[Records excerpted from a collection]
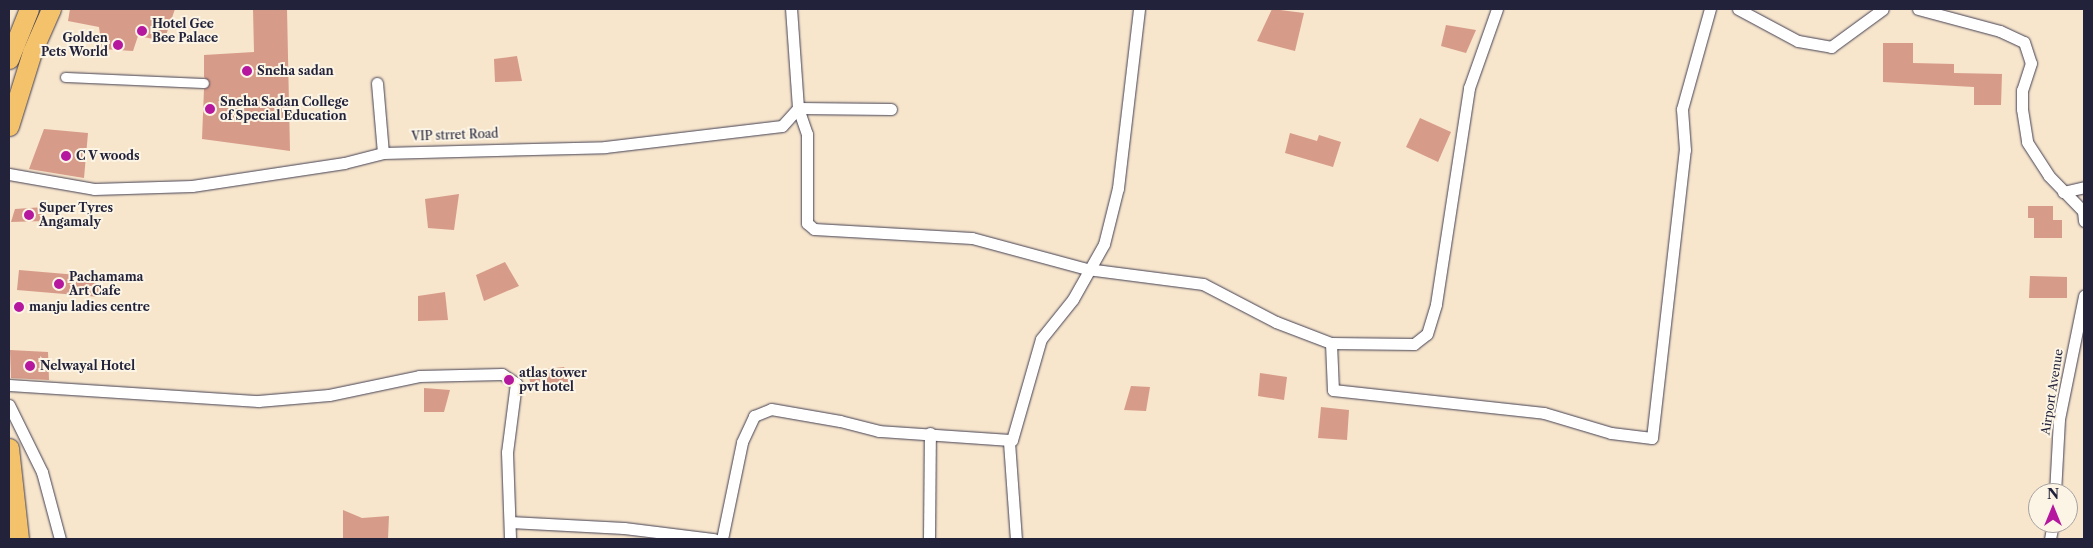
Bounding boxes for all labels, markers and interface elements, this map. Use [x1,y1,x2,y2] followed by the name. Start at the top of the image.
[152,17,218,45] place label: Hotel Gee Bee Palace
[136,25,148,37] marker: Hotel Gee Bee Palace
[40,31,108,59] place label: Golden Pets World
[112,39,124,51] marker: Golden Pets World
[257,64,334,78] place label: Sneha sadan
[241,65,253,77] marker: Sneha sadan
[220,95,349,123] place label: Sneha Sadan College of Special Education
[204,103,216,115] marker: Sneha Sadan College of Special Education
[411,126,499,144] street label: VIP strret Road
[76,149,141,163] place label: C V woods
[60,150,72,162] marker: C V woods
[39,201,114,229] place label: Super Tyres Angamaly
[23,209,35,221] marker: Super Tyres Angamaly
[69,270,144,298] place label: Pachamama Art Cafe
[53,278,65,290] marker: Pachamama Art Cafe
[29,300,150,314] place label: manju ladies centre
[13,301,25,313] marker: manju ladies centre
[2038,348,2066,436] street label: Airport Avenue
[40,359,135,373] place label: Nelwayal Hotel
[24,360,36,372] marker: Nelwayal Hotel
[519,366,587,394] place label: atlas tower pvt hotel
[503,374,515,386] marker: atlas tower pvt hotel
[2028,483,2078,533] north arrow
[2047,485,2059,503] text: N

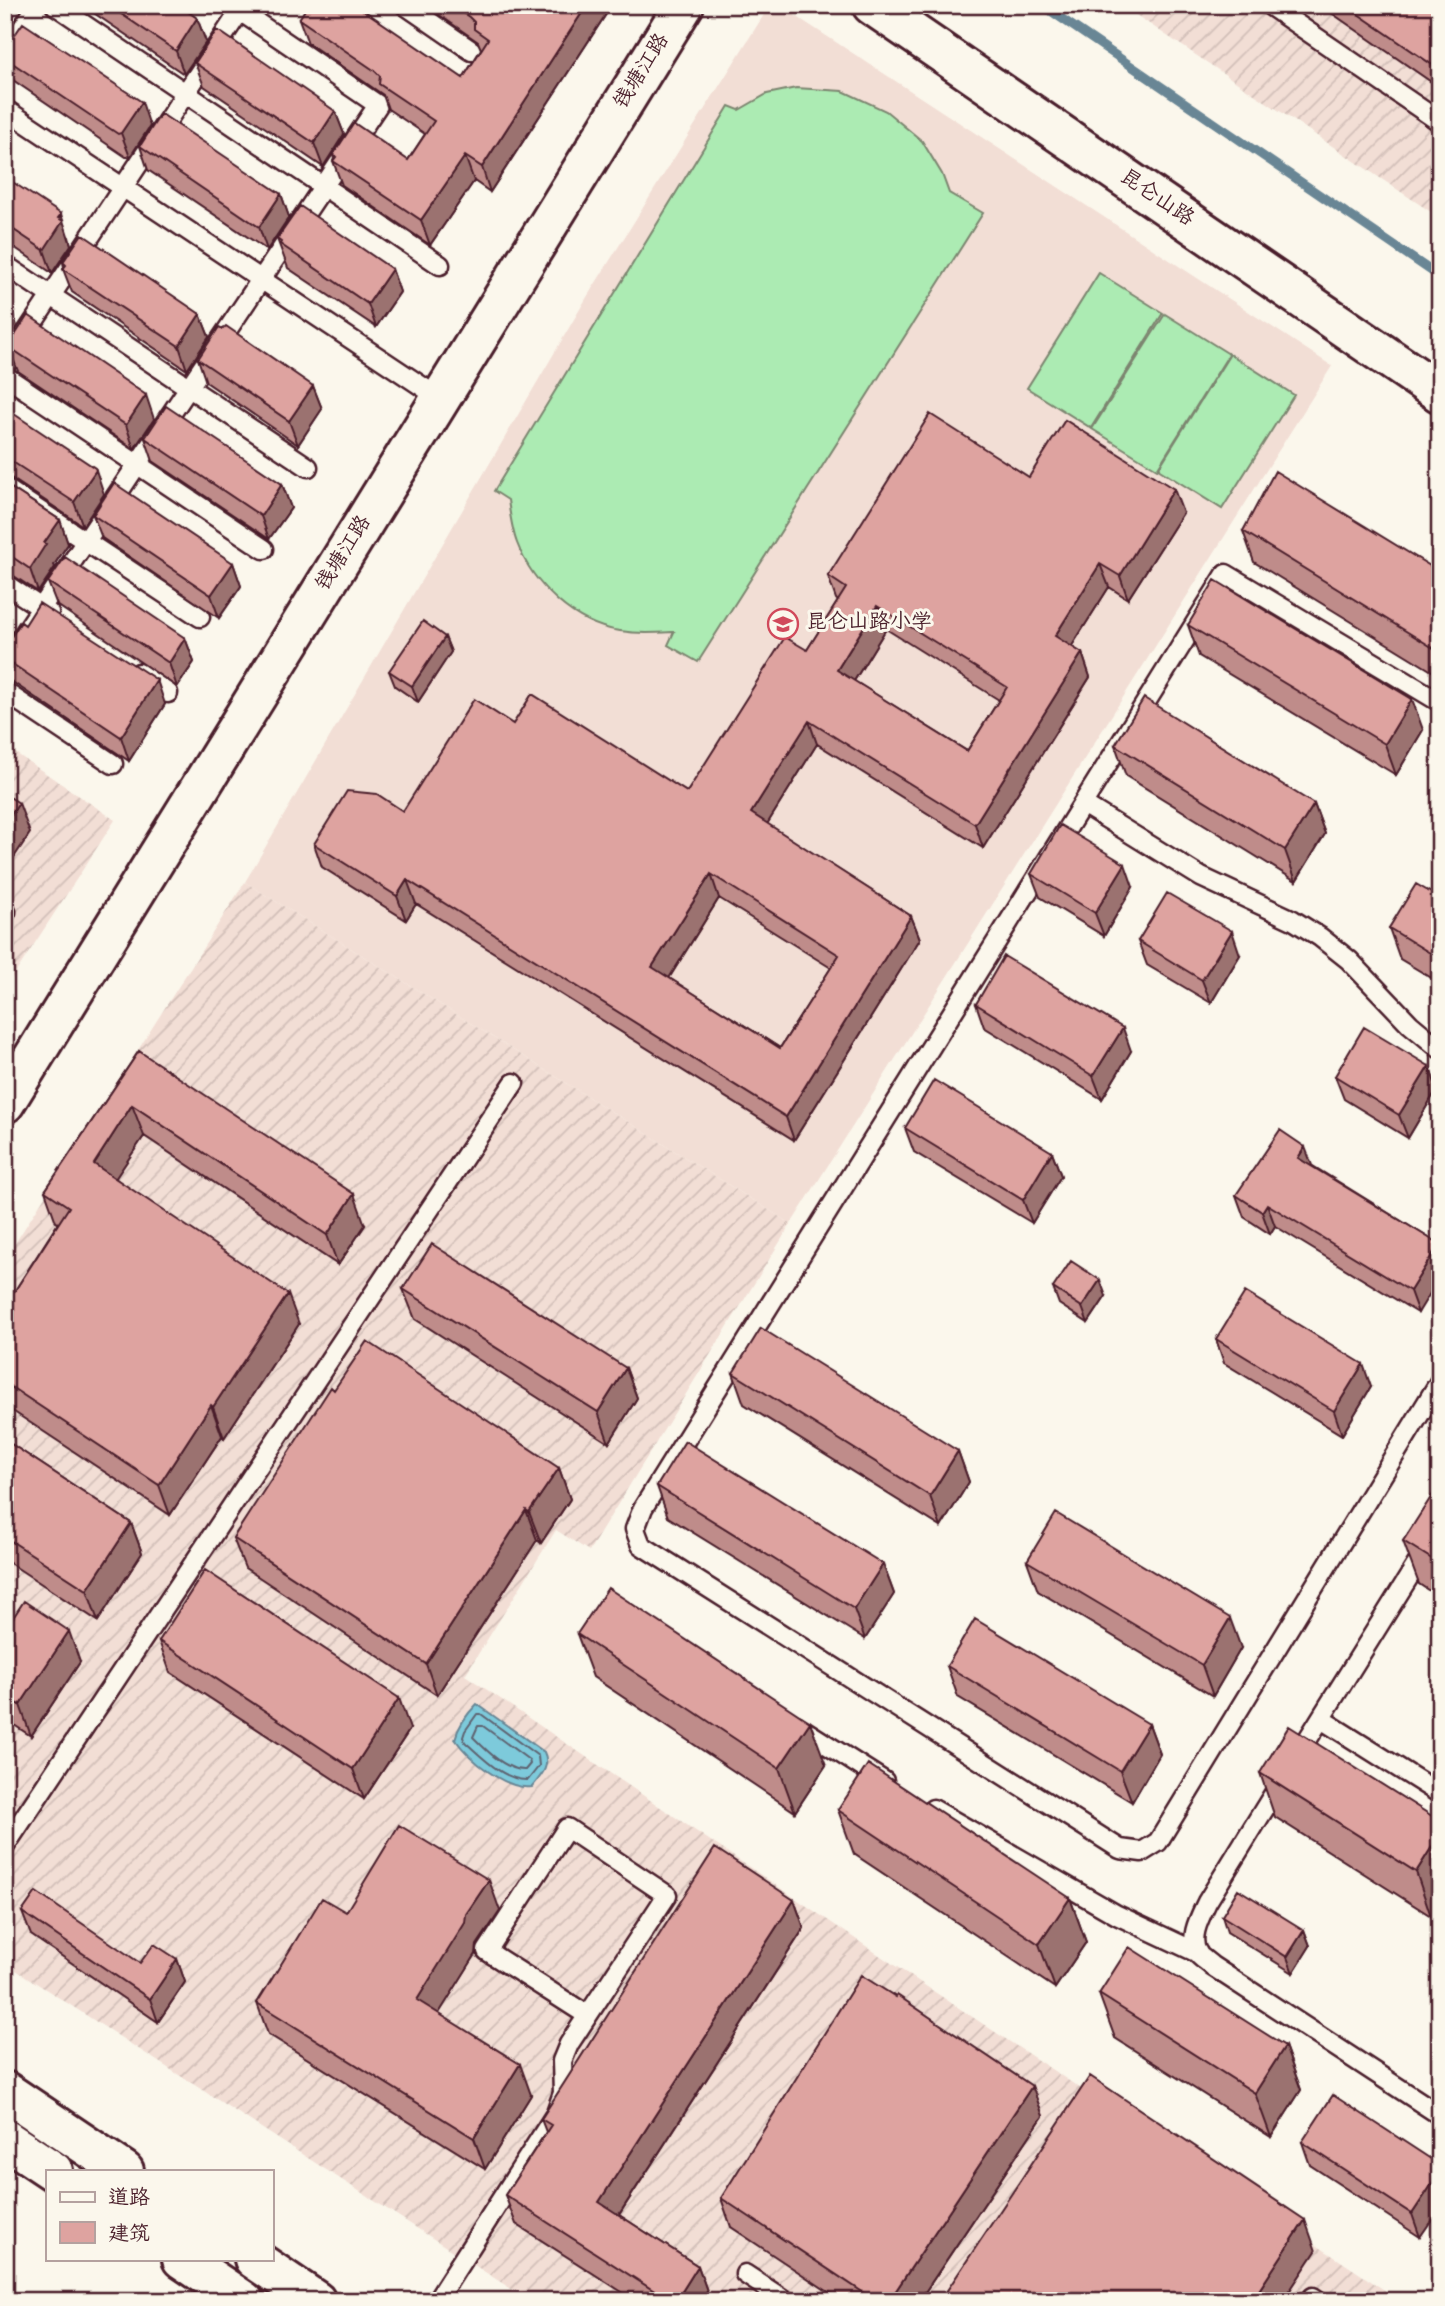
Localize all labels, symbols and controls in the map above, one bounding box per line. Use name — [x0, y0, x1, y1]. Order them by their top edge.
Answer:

== What you will do ==
Retype the data above exactly. Leave the pictures out.

== Written response ==
Bounding boxes for all labels, markers and interface elements, this map. Use [x1,y1,x2,y2] followed by the name. Start at the top of the image.
[152,17,218,45] place label: Hotel Gee Bee Palace
[136,25,148,37] marker: Hotel Gee Bee Palace
[40,31,108,59] place label: Golden Pets World
[112,39,124,51] marker: Golden Pets World
[257,64,334,78] place label: Sneha sadan
[241,65,253,77] marker: Sneha sadan
[220,95,349,123] place label: Sneha Sadan College of Special Education
[204,103,216,115] marker: Sneha Sadan College of Special Education
[411,126,499,144] street label: VIP strret Road
[76,149,141,163] place label: C V woods
[60,150,72,162] marker: C V woods
[39,201,114,229] place label: Super Tyres Angamaly
[23,209,35,221] marker: Super Tyres Angamaly
[69,270,144,298] place label: Pachamama Art Cafe
[53,278,65,290] marker: Pachamama Art Cafe
[29,300,150,314] place label: manju ladies centre
[13,301,25,313] marker: manju ladies centre
[2038,348,2066,436] street label: Airport Avenue
[40,359,135,373] place label: Nelwayal Hotel
[24,360,36,372] marker: Nelwayal Hotel
[519,366,587,394] place label: atlas tower pvt hotel
[503,374,515,386] marker: atlas tower pvt hotel
[2028,483,2078,533] north arrow
[2047,485,2059,503] text: N

Localize all labels, symbols and controls in the map above, one bounding box per line. Use name — [x0, y0, x1, y1]. Order them by their top edge.
Answer:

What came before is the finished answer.